** What to produce **
The answer must consist of the entries, copied exactly and in full.
Top of Listed records
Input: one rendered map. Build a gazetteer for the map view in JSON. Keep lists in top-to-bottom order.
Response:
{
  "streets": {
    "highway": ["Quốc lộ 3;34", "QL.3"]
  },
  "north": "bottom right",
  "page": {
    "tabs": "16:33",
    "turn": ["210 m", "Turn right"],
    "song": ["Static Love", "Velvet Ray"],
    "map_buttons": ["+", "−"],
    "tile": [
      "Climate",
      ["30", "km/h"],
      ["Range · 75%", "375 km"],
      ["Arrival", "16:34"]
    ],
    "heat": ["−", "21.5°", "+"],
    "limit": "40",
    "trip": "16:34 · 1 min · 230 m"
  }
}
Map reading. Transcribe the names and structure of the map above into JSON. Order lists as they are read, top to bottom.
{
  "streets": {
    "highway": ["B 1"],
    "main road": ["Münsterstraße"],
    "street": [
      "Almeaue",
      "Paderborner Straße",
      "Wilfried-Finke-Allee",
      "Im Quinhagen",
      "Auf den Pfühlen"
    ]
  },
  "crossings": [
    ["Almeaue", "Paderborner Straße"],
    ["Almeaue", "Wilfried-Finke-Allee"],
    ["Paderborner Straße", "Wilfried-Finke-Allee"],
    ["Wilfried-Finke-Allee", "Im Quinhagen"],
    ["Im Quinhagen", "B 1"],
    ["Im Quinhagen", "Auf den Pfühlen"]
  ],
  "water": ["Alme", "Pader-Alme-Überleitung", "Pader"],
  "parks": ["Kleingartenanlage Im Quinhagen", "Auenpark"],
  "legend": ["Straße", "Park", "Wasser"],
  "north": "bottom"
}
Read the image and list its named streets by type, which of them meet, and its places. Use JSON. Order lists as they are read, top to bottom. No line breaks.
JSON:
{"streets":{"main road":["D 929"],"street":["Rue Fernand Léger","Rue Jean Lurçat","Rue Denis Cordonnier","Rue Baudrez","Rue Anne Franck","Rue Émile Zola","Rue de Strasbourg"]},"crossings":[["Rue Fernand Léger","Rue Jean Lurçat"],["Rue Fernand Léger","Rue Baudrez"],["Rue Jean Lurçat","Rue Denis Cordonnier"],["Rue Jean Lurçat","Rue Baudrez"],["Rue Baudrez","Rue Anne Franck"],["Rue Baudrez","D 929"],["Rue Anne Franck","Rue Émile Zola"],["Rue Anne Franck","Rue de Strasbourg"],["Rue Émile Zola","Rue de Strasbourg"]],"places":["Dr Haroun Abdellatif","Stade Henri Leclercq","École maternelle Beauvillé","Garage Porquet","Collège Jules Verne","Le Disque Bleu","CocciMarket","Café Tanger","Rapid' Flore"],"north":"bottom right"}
Bottom of Listed records
** Answer **
Input: one rendered map. Build a gazetteer for the map view in JSON. Keep lists in top-to-bottom order.
Response:
{
  "streets": {
    "highway": ["Quốc lộ 3;34", "QL.3"]
  },
  "north": "bottom right",
  "page": {
    "tabs": "16:33",
    "turn": ["210 m", "Turn right"],
    "song": ["Static Love", "Velvet Ray"],
    "map_buttons": ["+", "−"],
    "tile": [
      "Climate",
      ["30", "km/h"],
      ["Range · 75%", "375 km"],
      ["Arrival", "16:34"]
    ],
    "heat": ["−", "21.5°", "+"],
    "limit": "40",
    "trip": "16:34 · 1 min · 230 m"
  }
}
Map reading. Transcribe the names and structure of the map above into JSON. Order lists as they are read, top to bottom.
{
  "streets": {
    "highway": ["B 1"],
    "main road": ["Münsterstraße"],
    "street": [
      "Almeaue",
      "Paderborner Straße",
      "Wilfried-Finke-Allee",
      "Im Quinhagen",
      "Auf den Pfühlen"
    ]
  },
  "crossings": [
    ["Almeaue", "Paderborner Straße"],
    ["Almeaue", "Wilfried-Finke-Allee"],
    ["Paderborner Straße", "Wilfried-Finke-Allee"],
    ["Wilfried-Finke-Allee", "Im Quinhagen"],
    ["Im Quinhagen", "B 1"],
    ["Im Quinhagen", "Auf den Pfühlen"]
  ],
  "water": ["Alme", "Pader-Alme-Überleitung", "Pader"],
  "parks": ["Kleingartenanlage Im Quinhagen", "Auenpark"],
  "legend": ["Straße", "Park", "Wasser"],
  "north": "bottom"
}
Read the image and list its named streets by type, which of them meet, and its places. Use JSON. Order lists as they are read, top to bottom. No line breaks.
JSON:
{"streets":{"main road":["D 929"],"street":["Rue Fernand Léger","Rue Jean Lurçat","Rue Denis Cordonnier","Rue Baudrez","Rue Anne Franck","Rue Émile Zola","Rue de Strasbourg"]},"crossings":[["Rue Fernand Léger","Rue Jean Lurçat"],["Rue Fernand Léger","Rue Baudrez"],["Rue Jean Lurçat","Rue Denis Cordonnier"],["Rue Jean Lurçat","Rue Baudrez"],["Rue Baudrez","Rue Anne Franck"],["Rue Baudrez","D 929"],["Rue Anne Franck","Rue Émile Zola"],["Rue Anne Franck","Rue de Strasbourg"],["Rue Émile Zola","Rue de Strasbourg"]],"places":["Dr Haroun Abdellatif","Stade Henri Leclercq","École maternelle Beauvillé","Garage Porquet","Collège Jules Verne","Le Disque Bleu","CocciMarket","Café Tanger","Rapid' Flore"],"north":"bottom right"}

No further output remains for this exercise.